Joint 53rd South-Central/53rd North-Central/71st Rocky Mtn Section Meeting - 2019

Paper No. 32-3
Presentation Time: 8:40 AM

HISTORY OF CENOZOIC FRACTURE DEVELOPMENT AT SLIM BUTTES, SOUTH DAKOTA


MAHER Jr., Harmon1, HELMER, Kelly Elizabeth2 and POPE, Jeffrey J1, (1)Department of Geography/Geology, University of Nebraska at Omaha, Omaha, NE 68182, (2)Department of Earth Sciences, Montana State University, Bozeman, MT 59717-2000

Extensive and enigmatic normal faults occur within Oligocene White River Group strata in the northern Slim Buttes area of NW South Dakota. They are unconformably truncated by Miocene Arikaree Group strata, but are absent in the southern Slim Buttes area. Deformation bands, joints, and clastic dikes also occur. Field and thin section relationships allow a history of fracture development and diagenesis to be inferred. Uncompacted delicate volcanic glass shard morphologies in sandstones and large, angular collapse blocks along sub-vertical Brule Fm. channel margins (within the White River Group) indicate near surface diagenesis. Deformation bands in Brule Fm. sandstones (dilation, compaction and shear-enhanced compaction bands) display considerable strike variability, but have preferred orientations, including dominant fault-perpendicular and subordinate fault-parallel sets.

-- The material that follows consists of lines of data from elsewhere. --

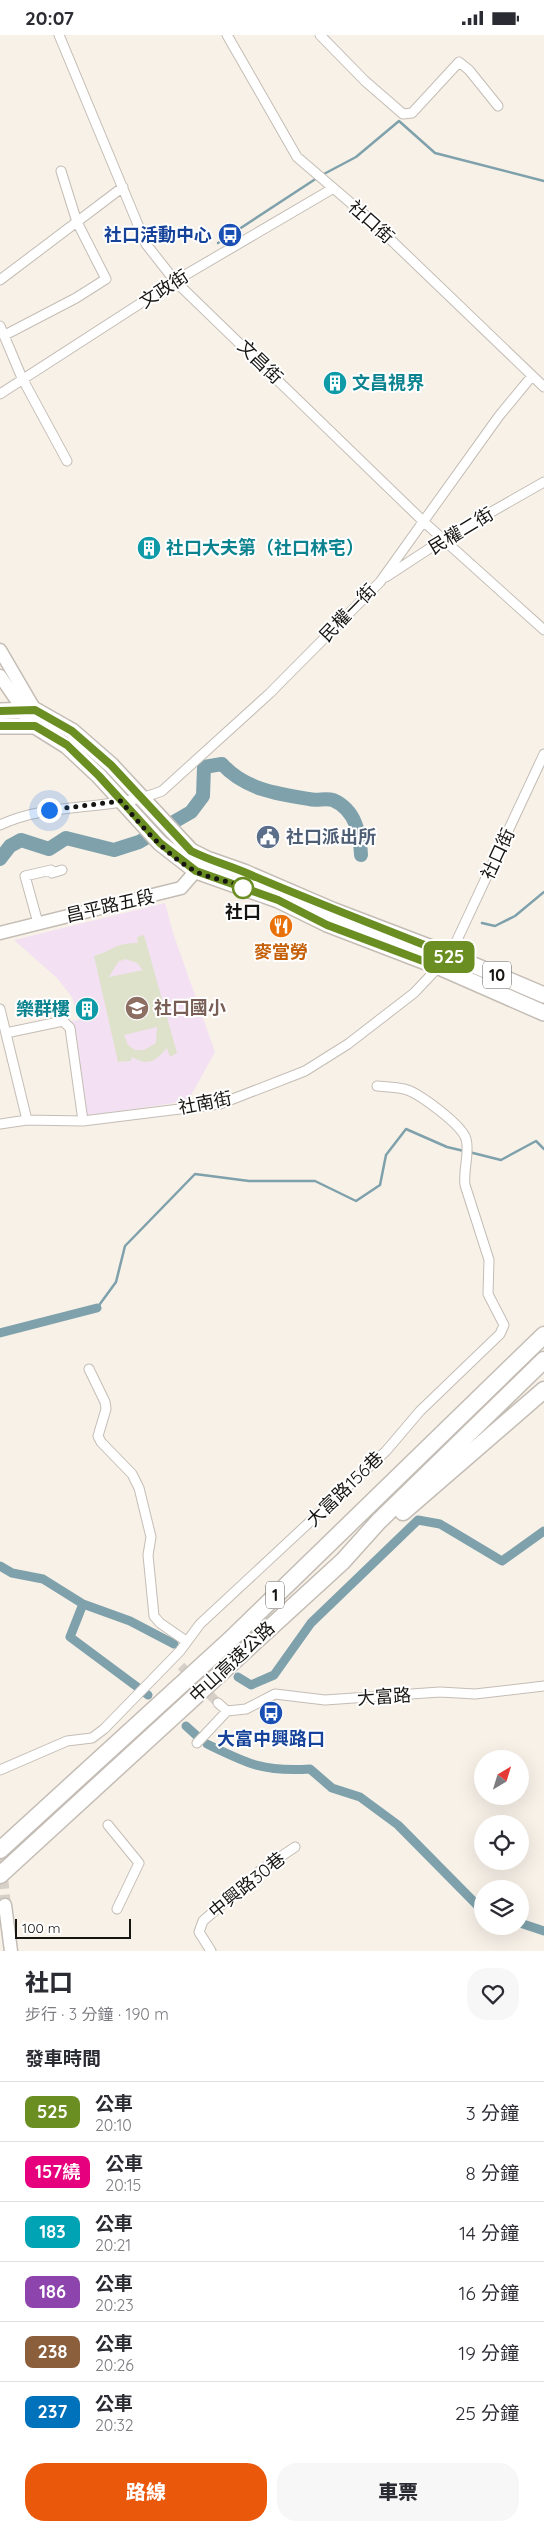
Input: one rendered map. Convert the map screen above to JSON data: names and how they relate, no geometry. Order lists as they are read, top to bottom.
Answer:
{
  "streets": {
    "highway": ["1", "中山高速公路"],
    "main road": ["10"],
    "street": [
      "社口街",
      "文政街",
      "文昌街",
      "民權二街",
      "民權一街",
      "昌平路五段",
      "社南街",
      "大富路156巷",
      "大富路",
      "中興路30巷"
    ]
  },
  "crossings": [
    ["社口街", "文政街"],
    ["社口街", "民權一街"],
    ["社口街", "10"],
    ["社口街", "社南街"],
    ["文政街", "文昌街"],
    ["文昌街", "民權二街"],
    ["文昌街", "民權一街"],
    ["民權二街", "民權一街"],
    ["民權一街", "10"],
    ["昌平路五段", "10"],
    ["10", "社南街"]
  ],
  "places": {
    "bus stop": ["社口活動中心", "大富中興路口"],
    "building": ["文昌視界", "社口大夫第（社口林宅）", "樂群樓"],
    "public building": ["社口派出所"],
    "other": ["社口"],
    "restaurant": ["麥當勞"],
    "school or university": ["社口國小"]
  },
  "lines": ["bus line 525"],
  "scale_bar": "100 m",
  "north": "top right",
  "page": {
    "status": "20:07",
    "on_map": "525",
    "scale": "100 m",
    "heading": [
      ["社口", "步行 · 3 分鐘 · 190 m"],
      "發車時間"
    ],
    "list": [
      {
        "mark": "525",
        "name": "公車",
        "note": "20:10",
        "value": "3 分鐘"
      },
      {
        "mark": "157繞",
        "name": "公車",
        "note": "20:15",
        "value": "8 分鐘"
      },
      {
        "mark": "183",
        "name": "公車",
        "note": "20:21",
        "value": "14 分鐘"
      },
      {
        "mark": "186",
        "name": "公車",
        "note": "20:23",
        "value": "16 分鐘"
      },
      {
        "mark": "238",
        "name": "公車",
        "note": "20:26",
        "value": "19 分鐘"
      },
      {
        "mark": "237",
        "name": "公車",
        "note": "20:32",
        "value": "25 分鐘"
      }
    ],
    "buttons": ["路線", "車票"]
  }
}
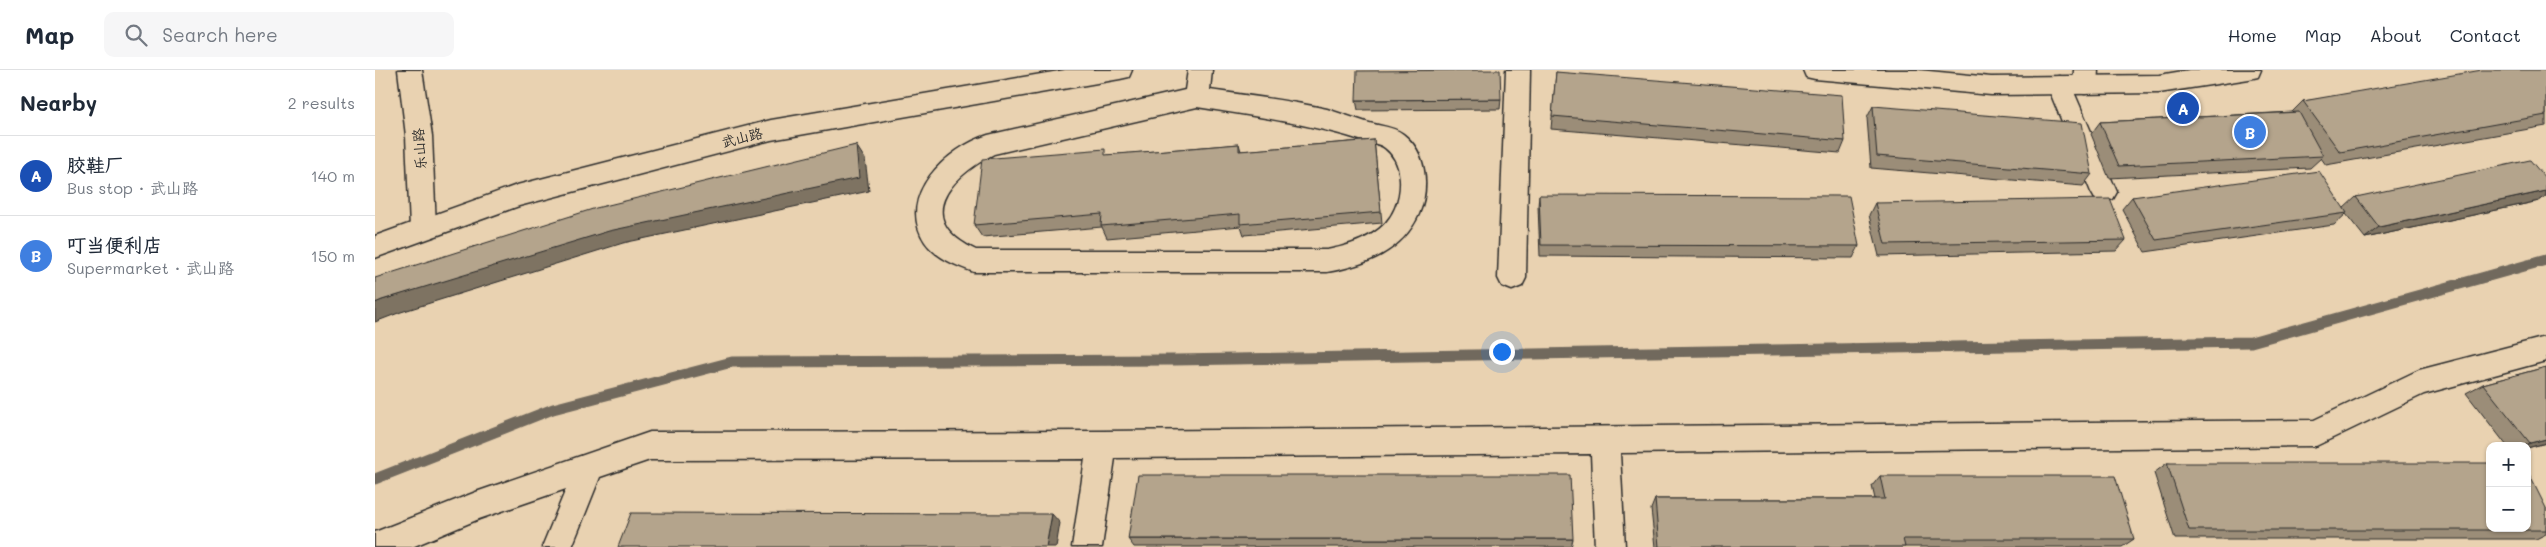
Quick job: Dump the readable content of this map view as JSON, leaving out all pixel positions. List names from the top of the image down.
{
  "streets": {
    "street": ["武山路", "乐山路"]
  },
  "crossings": [
    ["武山路", "乐山路"]
  ],
  "page": {
    "header": "Map",
    "search": "Search here",
    "nav": [
      "Home",
      "Map",
      "About",
      "Contact"
    ],
    "heading": ["Nearby", "2 results"],
    "pins": ["A", "B"],
    "list": [
      {
        "mark": "A",
        "name": "胶鞋厂",
        "note": "Bus stop · 武山路",
        "value": "140 m"
      },
      {
        "mark": "B",
        "name": "叮当便利店",
        "note": "Supermarket · 武山路",
        "value": "150 m"
      }
    ],
    "map_buttons": ["+", "−"]
  }
}
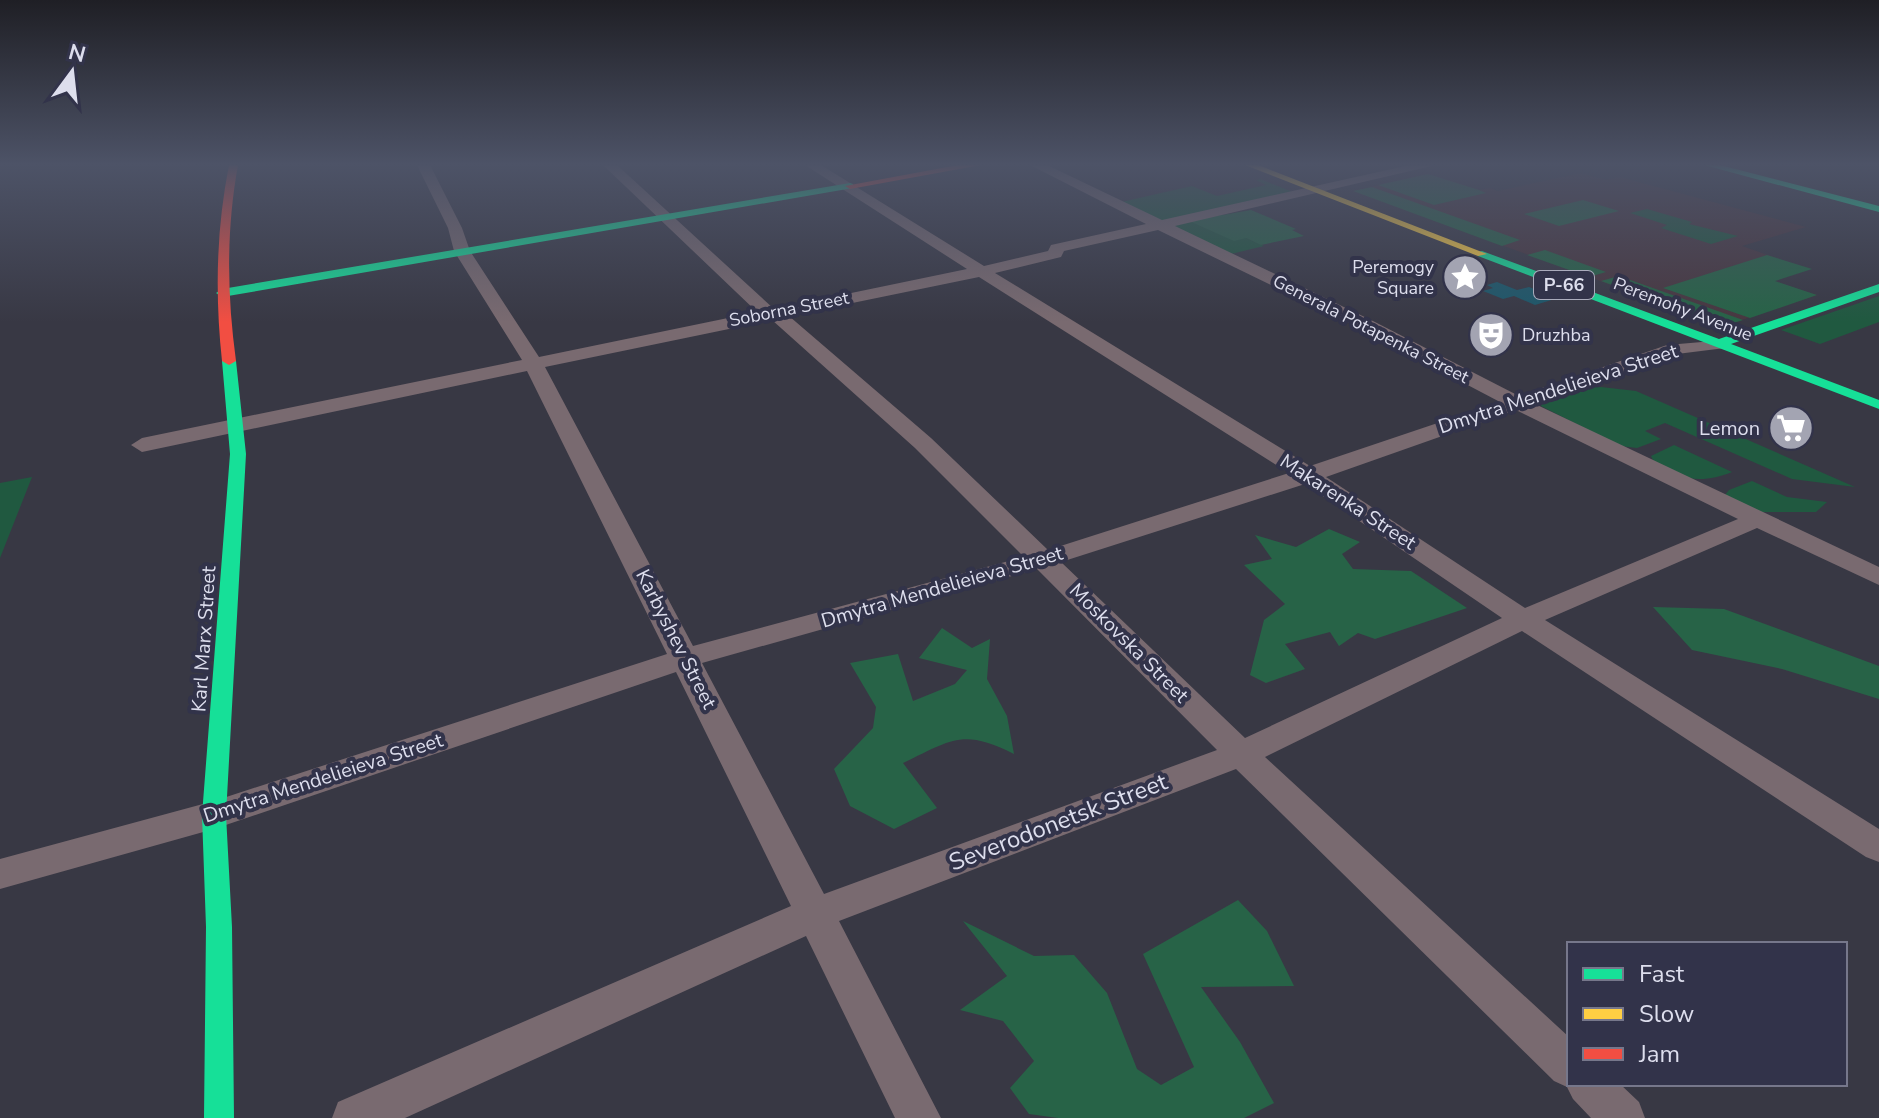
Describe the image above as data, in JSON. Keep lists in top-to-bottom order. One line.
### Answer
{"streets":{"street":["Р-66","Soborna Street","Peremohy Avenue","Generala Potapenka Street","Dmytra Mendelieieva Street","Makarenka Street","Karl Marx Street","Karbyshev Street","Moskovska Street","Severodonetsk Street"]},"crossings":[["Soborna Street","Generala Potapenka Street"],["Soborna Street","Makarenka Street"],["Soborna Street","Karl Marx Street"],["Soborna Street","Karbyshev Street"],["Soborna Street","Moskovska Street"],["Peremohy Avenue","Dmytra Mendelieieva Street"],["Generala Potapenka Street","Dmytra Mendelieieva Street"],["Generala Potapenka Street","Severodonetsk Street"],["Dmytra Mendelieieva Street","Makarenka Street"],["Dmytra Mendelieieva Street","Karl Marx Street"],["Dmytra Mendelieieva Street","Karbyshev Street"],["Dmytra Mendelieieva Street","Moskovska Street"],["Makarenka Street","Severodonetsk Street"],["Karbyshev Street","Severodonetsk Street"],["Moskovska Street","Severodonetsk Street"]],"places":{"place":["Peremogy Square"],"theatre":["Druzhba"],"supermarket":["Lemon"]},"legend":["Fast","Slow","Jam"],"north":"top"}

Bands are absent in the equivalent but unfaulted strata to the south. In thin section, delicate zeolite crystals lining deformation band pore space indicate zeolite diagenesis post-dated band formation. An earlier, fine-grained, patchy calcite cement is absent or less developed within the deformation bands. These relationships suggest deformation band growth during early diagenesis, as is typical elsewhere. Conjugate and orthogonal joint set pairs in Brule Fm. strata are fault aligned. Only the orthogonal pair occurs to the south. Rotation of a conjugate joint pair and smaller normal faults within larger fault tilt blocks indicates pre- or syn- lithification faulting. Two joint sets in the overlying Arikaree Group strata are parallel to the fault-aligned orthogonal pair in the underlying Brule Fm. strata, but other sets are unique. Clastic dikes are more common in the southern Slim Buttes area, and are highly variable in their orientation. Dike absence in and possible truncation by Arikaree Group strata suggests dikes predate these strata. Larger normal faults are listric and portions of a detachment are exposed. The dominant trend is ≈120°, a fracture direction seen elsewhere in Cenozoic Great Plains strata. A corresponding Oligocene regional stress field can be inferred. Diagenetic processes, a migrating compaction front, and/or lateral spreading over weak surfaces may have driven deformation.